● Problem to solve
Pictures do not belong in your copy. Repeat all the other data exactly.

********

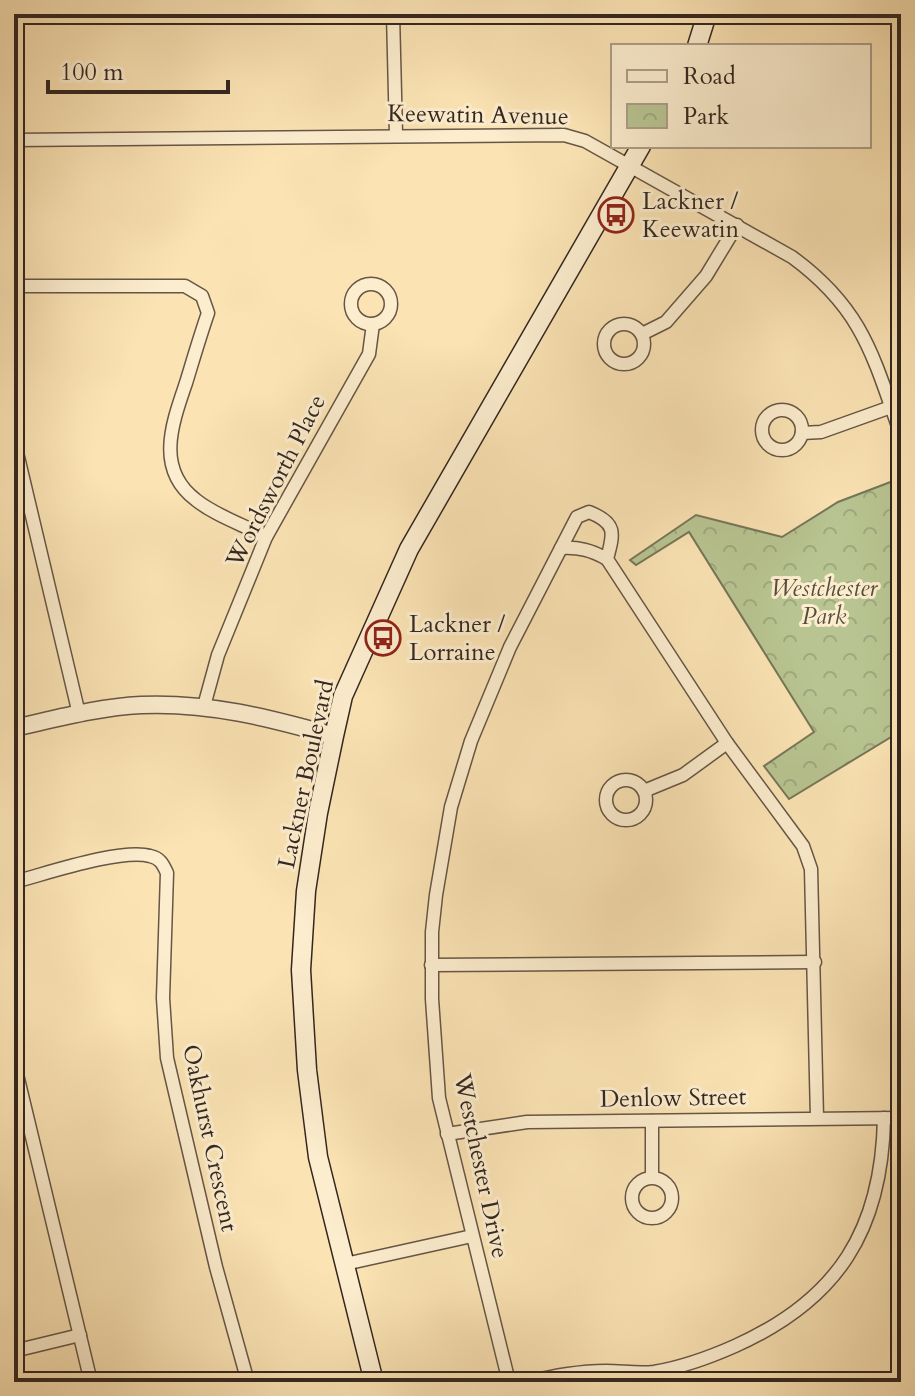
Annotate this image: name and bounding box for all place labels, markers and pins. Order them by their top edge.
place label: Lackner / Keewatin [642,185,740,246]
bus stop icon: Lackner / Keewatin [597,196,635,234]
place label: Lackner / Lorraine [409,608,505,669]
bus stop icon: Lackner / Lorraine [364,619,402,657]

********

● Worked solution
Annotate this image: name and bounding box for all place labels, markers and pins. Order them by their top edge.
place label: Lackner / Keewatin [642,185,740,246]
bus stop icon: Lackner / Keewatin [597,196,635,234]
place label: Lackner / Lorraine [409,608,505,669]
bus stop icon: Lackner / Lorraine [364,619,402,657]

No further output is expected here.